Posts Tagged ‘Edward Hopper Greenwich Village’

A 1927 painting that captures the “rapid modernization” of Greenwich Village

May 1, 2023

If you’re an Edward Hopper fan, then you’re used to seeing his many paintings depicting the backyards, rooftops, and streets of Greenwich Village—especially around Washington Square, which Hopper could view out his studio window.

But his 1927 painting, titled simply “The City,” doesn’t look like Washington Square. It’s more of a mash-up of New York City building styles, from fanciful Second Empire residences to the monotony of low-rise, walkup rows.

The Whitney Museum, which has “The City” in its collection, calls it a “creative representation” of Washington Square Park, one that includes “The Row, Hopper’s own block of brick-faced rowhouses along the northeast edge of the park,” the museum states.

“This composite nods to both existing and imagined structures of diverse architectural styles—including Federal, Gilded Age, and modern, as represented by the skyscraper, lopped off on the far right.”

“The City captures the rapid modernization of Greenwich Village during this period, emphasizing the ever-changing and frequently ad-hoc nature of New York’s built environment.”

‘Inertia and desolation’ of Sunday in New York in the 1920s

July 5, 2021

Like so many paintings by Edward Hopper, “Sunday,” completed in 1926, is shrouded in mystery. Who is this lone man sitting on the curb, and what’s the significance of the row of empty storefronts he’s turned his back on?

The scene may be ambiguous, but the sense of isolation and disconnection conjured by the image will feel familiar for New Yorkers in the 1920s and the 2020s as well.

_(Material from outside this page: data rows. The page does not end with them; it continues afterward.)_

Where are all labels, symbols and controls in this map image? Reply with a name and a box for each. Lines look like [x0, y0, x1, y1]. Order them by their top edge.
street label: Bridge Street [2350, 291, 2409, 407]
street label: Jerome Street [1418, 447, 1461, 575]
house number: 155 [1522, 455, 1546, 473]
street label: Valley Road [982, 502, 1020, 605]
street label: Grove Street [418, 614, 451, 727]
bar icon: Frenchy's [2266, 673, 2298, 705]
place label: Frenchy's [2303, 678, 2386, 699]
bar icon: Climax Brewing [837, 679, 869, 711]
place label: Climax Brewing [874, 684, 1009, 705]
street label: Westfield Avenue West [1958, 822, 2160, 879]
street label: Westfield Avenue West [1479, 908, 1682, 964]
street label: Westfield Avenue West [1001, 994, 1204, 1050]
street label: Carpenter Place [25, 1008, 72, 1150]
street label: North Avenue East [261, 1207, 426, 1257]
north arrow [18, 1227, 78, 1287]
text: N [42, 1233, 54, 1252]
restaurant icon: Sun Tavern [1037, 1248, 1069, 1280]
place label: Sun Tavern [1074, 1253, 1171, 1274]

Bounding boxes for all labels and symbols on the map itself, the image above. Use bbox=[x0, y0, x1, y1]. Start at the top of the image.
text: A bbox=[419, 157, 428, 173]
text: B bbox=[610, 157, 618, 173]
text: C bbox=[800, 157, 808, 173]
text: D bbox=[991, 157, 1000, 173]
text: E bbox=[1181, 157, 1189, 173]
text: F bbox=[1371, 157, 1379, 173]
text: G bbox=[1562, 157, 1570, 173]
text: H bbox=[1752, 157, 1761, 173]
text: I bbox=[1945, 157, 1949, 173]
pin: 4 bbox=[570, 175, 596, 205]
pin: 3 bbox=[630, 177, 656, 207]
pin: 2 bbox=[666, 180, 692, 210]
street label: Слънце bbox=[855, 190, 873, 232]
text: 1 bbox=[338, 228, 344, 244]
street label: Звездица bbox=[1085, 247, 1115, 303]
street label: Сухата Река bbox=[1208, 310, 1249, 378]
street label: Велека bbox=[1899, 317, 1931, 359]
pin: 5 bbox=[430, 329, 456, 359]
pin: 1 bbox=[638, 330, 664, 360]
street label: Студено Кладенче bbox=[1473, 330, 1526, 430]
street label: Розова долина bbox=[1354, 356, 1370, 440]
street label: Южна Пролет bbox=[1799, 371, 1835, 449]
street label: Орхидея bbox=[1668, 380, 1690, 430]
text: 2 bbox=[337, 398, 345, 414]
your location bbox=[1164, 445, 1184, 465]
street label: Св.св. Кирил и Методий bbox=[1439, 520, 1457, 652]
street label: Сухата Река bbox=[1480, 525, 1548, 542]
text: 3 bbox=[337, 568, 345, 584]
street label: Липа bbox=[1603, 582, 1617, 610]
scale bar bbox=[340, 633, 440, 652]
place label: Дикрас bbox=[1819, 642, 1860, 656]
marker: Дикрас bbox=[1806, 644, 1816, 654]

“Sunday depicts a spare street scene,” explains the Phillips Collection, which owns the painting. “In the foreground, a solitary, middle-aged man sits on a sunlit curb, smoking a cigar. Behind him is a row of old wooden buildings, their darkened and shaded windows suggesting stores, perhaps closed for the weekend or permanently.”

Though it’s impossible to know, this scene might be in Greenwich Village, near where Hopper lived and painted for most of his life on the Washington Square North.

“Oblivious to the viewer’s gaze, the man seems remote and passive,” the Phillips Collection continues. “His relationship to the nearby buildings is uncertain. Who is he? Is he waiting for the stores to open? When will that occur? Sunlight plays across the forms, but curiously, it lacks warmth. Devoid of energy and drama, Sunday is ambiguous in its story but potent in its impression of inertia and desolation.”

“Sunday” shouldn’t be confused with “Early Sunday Morning,” a better-known Hopper painting of a row of two-story buildings thought to be on Bleecker Street. That painting has a similar haunting, solitary feel. The same unbroken line of low-rises he depicts still exist today.